Task requirements -
Determine how many lines in the records that follow hold the string "setLineDash". Only that number should be returned.

BEGIN

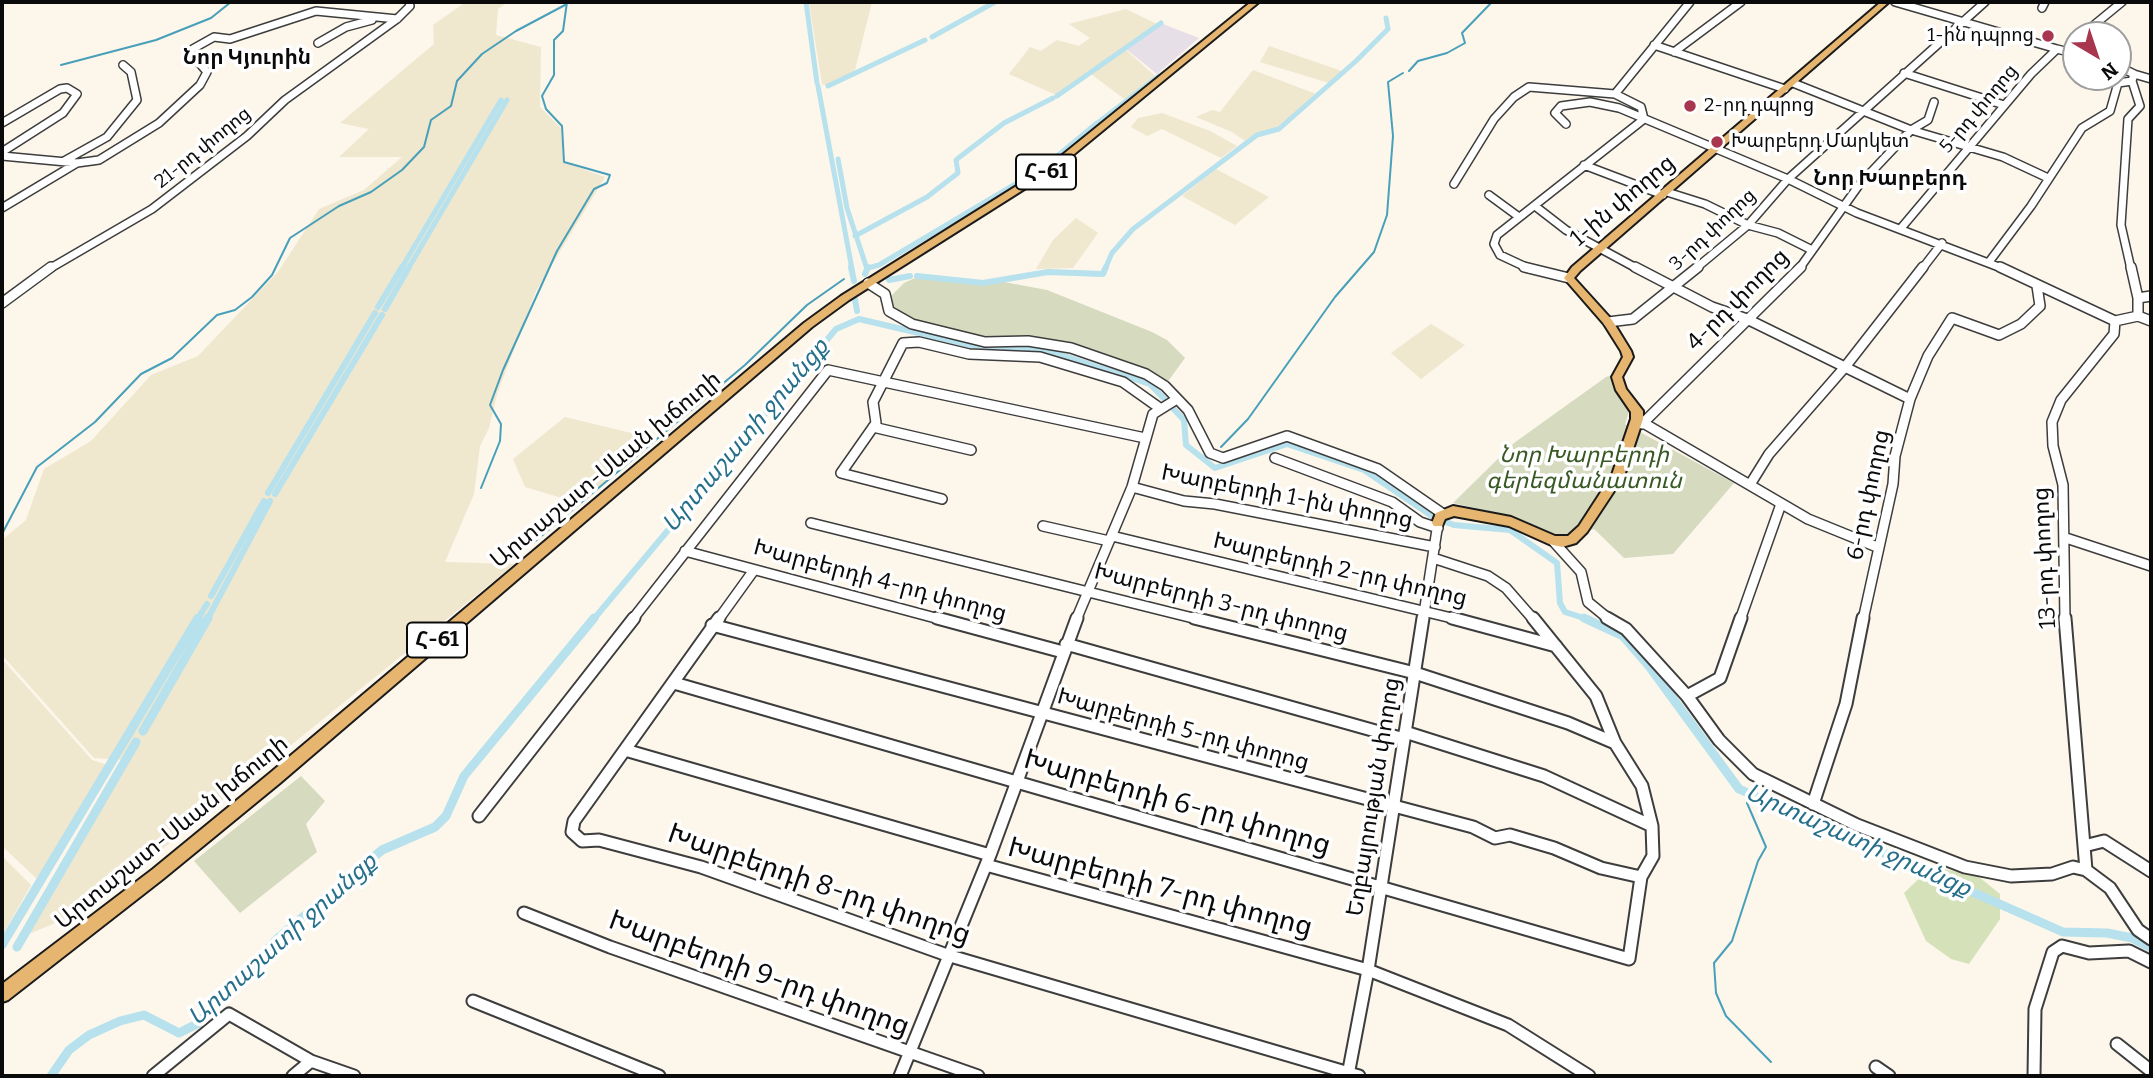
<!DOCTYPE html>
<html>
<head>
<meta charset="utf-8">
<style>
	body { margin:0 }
	#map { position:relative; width:2153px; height:1078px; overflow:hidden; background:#fcf6eb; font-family:Bitter,serif }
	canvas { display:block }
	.frame { position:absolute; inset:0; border:4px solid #0a0a0a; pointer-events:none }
	.north { position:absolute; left:2062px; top:21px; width:70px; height:70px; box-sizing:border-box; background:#fff; border:2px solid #9d9d9d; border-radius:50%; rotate:141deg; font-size:19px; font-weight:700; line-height:28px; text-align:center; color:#0a0a0a }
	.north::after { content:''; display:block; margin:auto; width:24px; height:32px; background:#a7364e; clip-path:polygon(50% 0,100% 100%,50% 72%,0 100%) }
</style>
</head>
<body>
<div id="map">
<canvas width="2153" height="1078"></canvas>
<div class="frame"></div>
<div class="north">N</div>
</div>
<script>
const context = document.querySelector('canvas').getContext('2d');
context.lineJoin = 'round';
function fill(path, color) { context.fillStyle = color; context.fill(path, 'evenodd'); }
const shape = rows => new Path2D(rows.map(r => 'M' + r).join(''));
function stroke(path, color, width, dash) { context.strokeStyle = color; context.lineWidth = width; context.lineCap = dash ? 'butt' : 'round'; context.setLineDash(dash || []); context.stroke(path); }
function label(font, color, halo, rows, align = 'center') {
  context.font = font + ' Bitter,"Noto Sans Armenian",serif'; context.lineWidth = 7; context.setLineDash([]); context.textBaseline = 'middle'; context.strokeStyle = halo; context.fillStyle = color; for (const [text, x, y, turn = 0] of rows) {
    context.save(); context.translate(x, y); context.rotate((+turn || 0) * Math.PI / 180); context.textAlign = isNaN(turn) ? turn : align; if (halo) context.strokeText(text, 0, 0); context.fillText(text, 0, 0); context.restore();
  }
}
fill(shape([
	[1163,24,1199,38,1157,74,1126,49]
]), '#e6dfe8');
fill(shape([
	[466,2,508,2,498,9,496,35,541,47,540,107,561,128,563,162,605,177,536,291,497,394,489,428,480,446,474,494,445,562,515,564,87,910,19,938,126,760,94,758,2,655,2,540,26,520,44,469,91,441,151,375,198,356,278,272,319,209,364,190,402,157,339,157,369,129,340,123,434,44,433,25],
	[809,2,872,2,854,74,830,87,822,84],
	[1126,9,1159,25,1125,49,1156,77,1127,101,1091,74,1056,95,1009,74,1030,47,1041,51,1057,40,1079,46,1090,38,1069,24],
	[1269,46,1342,71,1329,83,1260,62],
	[1253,70,1316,94,1278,128,1255,134,1245,141,1232,132,1196,117,1212,110,1220,112],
	[1162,113,1210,131,1237,146,1221,158,1162,129,1147,136,1131,127,1138,118],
	[1216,169,1244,184,1269,197,1235,225,1182,196],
	[1076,218,1098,233,1073,268,1036,269,1053,240],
	[1431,324,1465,345,1421,379,1391,353],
	[565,417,656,439,579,503,525,487,513,459],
	[2,659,92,760,108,765,38,880,2,846],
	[2,856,31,885,2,936]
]), '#efe7ce');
fill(shape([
	[1932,866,1979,877,2000,894,2000,919,1969,964,1951,959,1926,941,1904,893]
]), '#d5e2b9');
fill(shape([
	[919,276,1004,282,1047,290,1152,332,1167,340,1185,358,1166,384,1140,373,1031,340,985,343,927,327,892,313,888,299,904,283],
	[1613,375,1616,391,1631,405,1625,424,1734,483,1673,554,1624,558,1594,529,1562,542,1510,516,1453,503,1514,443,1606,377],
	[301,776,325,801,306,824,317,852,240,913,194,861]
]), '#d6dabf');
stroke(shape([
	[61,65,156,40,211,18,231,2],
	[1409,71,1418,61,1447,53,1465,43,1462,33,1492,2],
	[1221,447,1248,419,1335,297,1374,252,1387,215,1393,136,1388,82,1403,73],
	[481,488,500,441,501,424,490,405,503,370,557,251,594,189,607,183,610,175,564,162,562,126,546,109,542,96,554,75,554,40,563,31,567,2],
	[2,534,37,467,95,422,141,374,172,358,217,315,235,310,252,297,272,275,290,238,339,206,371,192,402,170,424,147,431,120,451,106,457,81,482,54,516,31,565,5],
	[533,543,745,365,807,305,844,279],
	[1747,793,1747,803,1766,847,1758,861,1732,941,1714,963,1716,993,1726,1016,1771,1062]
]), '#479fba', 2);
stroke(shape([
	[806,2,817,83],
	[932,37,995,2],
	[818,86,852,269],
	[828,86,925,40],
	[1057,96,1161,23],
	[1100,121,1159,76],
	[838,159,847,208,867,269],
	[855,236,927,197,958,173,956,160,961,156,1004,123,1053,98],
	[868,268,879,265,1044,167,1097,123],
	[401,269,501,100],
	[408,269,507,100],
	[1105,269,1112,253,1133,229,1257,135,1279,129,1356,61,1388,29,1386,18]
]), '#b6e1ed', 5);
stroke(shape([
	[851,267,854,281],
	[865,274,868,267],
	[917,276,983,283,1048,272,1103,274,1106,267],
	[889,280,910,276],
	[855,299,857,311],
	[378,307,402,267],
	[385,309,409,267],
	[268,493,375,313],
	[275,494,382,315],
	[211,596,264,501],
	[197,620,207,604],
	[207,620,270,501],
	[593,620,836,329,859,319,970,345,1043,349,1150,384,1184,420,1186,445,1215,468,1287,444,1364,470,1435,518,1454,525,1510,530,1557,563,1560,603,1565,612,1590,620]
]), '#b6e1ed', 6);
stroke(shape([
	[1584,618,1623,636,1649,666,1739,789,2063,932,2107,933,2132,938,2151,948],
	[143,731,208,618],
	[2,945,198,618],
	[17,947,136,742],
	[51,1076,69,1050,89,1035,120,1021,144,1015,179,1033,197,1024,277,939,382,850,435,827,446,816,464,776,594,618]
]), '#b6e1ed', 9);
const minorFar2 = shape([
	[1895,2,2057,49,2031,74,1902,227],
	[2042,8,2045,2],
	[2094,25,2122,2],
	[318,43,346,27,372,20],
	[1654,45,1785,89],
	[2057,49,2076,54],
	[1674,52,1741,2],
	[2118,66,2134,74,2132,81,2140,106,2128,119,2121,225,2131,269],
	[1904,73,2004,105],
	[2134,74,2151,79],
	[1793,83,1911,130,2003,157,2048,178],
	[1615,94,1690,2],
	[2,123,60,89,67,88,77,94,63,113,2,152],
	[1566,124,1555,113,1561,106,1590,102,1619,108,1788,179,1857,213,2004,269],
	[2,156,77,163,99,160,159,123,200,85,207,72,189,51,214,37,230,39,316,11,397,19],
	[64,161,107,137,137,100,131,72,123,65],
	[1584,165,1663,195],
	[1454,184,1494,119,1514,97,1529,87,1615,94,1641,107,1644,119],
	[1667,192,1705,204,1748,225,1778,233,1812,250],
	[1489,195,1519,217],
	[1535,206,1566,230,1638,269],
	[2,208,77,163],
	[1989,262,2031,206,2082,128,2110,111,2118,83,2132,81],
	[49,269,152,209,247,136,285,100,397,19,410,6,409,2],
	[1530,269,1500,255,1494,244,1497,235,1644,119],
	[1695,269,1748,225,1788,179,1985,2],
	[1799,269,1859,185,1911,130,1928,120,1934,102],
	[1922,269,1942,243]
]);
const minorFar1 = shape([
	[1524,267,1569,278],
	[1635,267,1712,307,1747,319,1910,399],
	[2000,267,2115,321],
	[868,283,885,294,889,311,912,324,985,342,1028,341,1071,348,1146,374,1165,386,1188,410,1210,453,1223,458,1287,436,1378,469,1443,514],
	[2138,298,2151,296],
	[2,303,51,267],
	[2138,316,2151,321],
	[2115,321,2138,316,2138,298,2131,267],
	[1608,322,1633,319,1698,267],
	[1640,421,1808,519,1877,547],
	[1642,424,1801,267],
	[873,427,971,450],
	[1275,458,1392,502,1420,522,1438,528],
	[1751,483,1769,454,1845,367,1923,267],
	[1132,487,1184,501,1215,504,1435,547],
	[942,499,841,473,876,423,873,402,903,343,919,342,969,354,1040,357,1123,382,1161,409],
	[811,523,1201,620],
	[1043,526,1109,541],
	[1112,536,1460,620],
	[2066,538,2151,566],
	[1553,541,1581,572,1588,602,1610,620],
	[685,551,943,620],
	[1433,558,1488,576,1506,588,1534,620],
	[632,620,828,370,1145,438],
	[718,620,754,570],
	[1076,620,1132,487,1153,414,1177,399],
	[1423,620,1438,523],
	[1740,620,1781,504],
	[1863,620,1893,484,1895,456,1910,399,1928,356,1952,318,1999,335,2021,324,2040,306,2037,286],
	[2065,620,2063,485,2053,446,2052,422,2061,400,2114,334,2115,321]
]);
const minor = shape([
	[719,618,574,821,572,832,582,841,599,840,701,867,947,955,1359,1076],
	[937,618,1063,652],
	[1194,618,1415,673,1568,723,1615,743],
	[1452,618,1556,646],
	[1607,618,1626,629,1687,696,1719,740,1753,774,1857,825,1965,867,2011,876,2052,874,2073,867,2086,870,2110,888,2138,930,2151,939],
	[2065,618,2086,870],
	[712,625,1473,827,1495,838,1510,835,1554,848,1601,868,1641,877],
	[1066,644,1404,739],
	[674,683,1629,959,1641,877,1653,856,1652,826,1642,786,1615,743,1596,696,1533,618],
	[1687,696,1720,678,1741,618],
	[1405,732,1544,776,1652,826],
	[625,750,990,855],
	[1813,804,1846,704,1863,618],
	[479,816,634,618],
	[2084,846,2104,841,2151,871],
	[986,865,1368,970,1508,1025,1589,1076],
	[524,913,610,947,978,1076],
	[473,1001,659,1076],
	[2117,1044,2151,1071],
	[1876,1067,1889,1076],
	[1348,1075,1368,970,1423,618],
	[153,1076,229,1014,311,1061,354,1076],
	[293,1076,311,1061],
	[900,1076,990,855,1077,618],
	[2034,1076,2035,1009,2053,952,2062,946,2089,953,2129,951,2151,962]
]);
const major = shape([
	[1251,2,1259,2,1056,169,849,300,812,327,280,783,163,879,8,1000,2,1002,2,984,153,869,270,773,804,323,841,296,1050,165,1251,2],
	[1881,2,1889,2,1580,271,1574,278,1612,320,1631,351,1633,357,1622,377,1626,389,1643,411,1643,419,1624,476,1587,532,1576,543,1562,547,1549,544,1509,526,1454,516,1445,519,1442,526,1434,526,1432,523,1436,513,1453,506,1511,517,1555,536,1568,536,1579,526,1612,475,1631,419,1631,412,1616,390,1612,377,1623,357,1621,351,1604,324,1564,278,1572,267,1881,2]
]);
stroke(minorFar2, '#3d3d3d', 10);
stroke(minorFar1, '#3d3d3d', 12);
stroke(minor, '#3d3d3d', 15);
stroke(major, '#1b1b1b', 4);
stroke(minorFar2, '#fff', 7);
stroke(minorFar1, '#fff', 9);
stroke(minor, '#fff', 11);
fill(major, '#e6b671');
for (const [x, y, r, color] of [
	[2048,36,7,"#a7364e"],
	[1690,106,7,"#a7364e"],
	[1717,142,7,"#a7364e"]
]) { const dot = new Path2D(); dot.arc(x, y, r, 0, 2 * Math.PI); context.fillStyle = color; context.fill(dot); stroke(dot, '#fff', 2.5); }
label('19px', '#0a0a0a', '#fff', [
	["1-ին դպրոց",2034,36,"right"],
	["2-րդ դպրոց",1704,106],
	["Խարբերդ Մարկետ",1731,142]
], 'left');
label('19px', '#0a0a0a', '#fff', [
	["5-րդ փողոց",1979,109,-50],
	["21-րդ փողոց",203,148,-39],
	["3-րդ փողոց",1713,230,-43]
]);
label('bold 21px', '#0a0a0a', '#fff', [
	["Նոր Կյուրին",247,58],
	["Նոր Խարբերդ",1890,179]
]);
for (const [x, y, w] of [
	[1046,172,60],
	[437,640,60]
]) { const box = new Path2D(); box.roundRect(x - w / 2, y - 17.5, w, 35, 5); context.fillStyle = '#fff'; context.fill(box); stroke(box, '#0a0a0a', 2); }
label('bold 21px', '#0a0a0a', null, [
	["Հ-61",1046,172],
	["Հ-61",437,640]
]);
label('23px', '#0a0a0a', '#fff', [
	["1-ին փողոց",1623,201,-40],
	["4-րդ փողոց",1738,300,-45],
	["Արտաշատ-Սևան խճուղի",606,470,-40],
	["6-րդ փողոց",1869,495,-78],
	["Խարբերդի 1-ին փողոց",1287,497,11],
	["13-րդ փողոց",2045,558,-93],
	["Խարբերդի 2-րդ փողոց",1340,570,13],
	["Խարբերդի 4-րդ փողոց",880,581,15],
	["Խարբերդի 3-րդ փողոց",1221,603,14],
	["Խարբերդի 5-րդ փողոց",1183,730,15],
	["Եղբայրության փողոց",1374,797,-81],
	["Արտաշատ-Սևան խճուղի",172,833,-39]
]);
label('italic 23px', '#385924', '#fff', [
	["Նոր Խարբերդի",1584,456],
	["գերեզմանատուն",1584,482]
]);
label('italic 24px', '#266f8a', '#fff', [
	["Արտաշատի ջրանցք",746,436,-50],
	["Արտաշատի ջրանցք",1858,841,24],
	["Արտաշատի ջրանցք",283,940,-42]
]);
label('28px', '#0a0a0a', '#fff', [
	["Խարբերդի 6-րդ փողոց",1177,803,16],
	["Խարբերդի 8-րդ փողոց",819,885,19],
	["Խարբերդի 7-րդ փողոց",1160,888,15],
	["Խարբերդի 9-րդ փողոց",759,974,20]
]);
</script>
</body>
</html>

END

Exercise solution -
2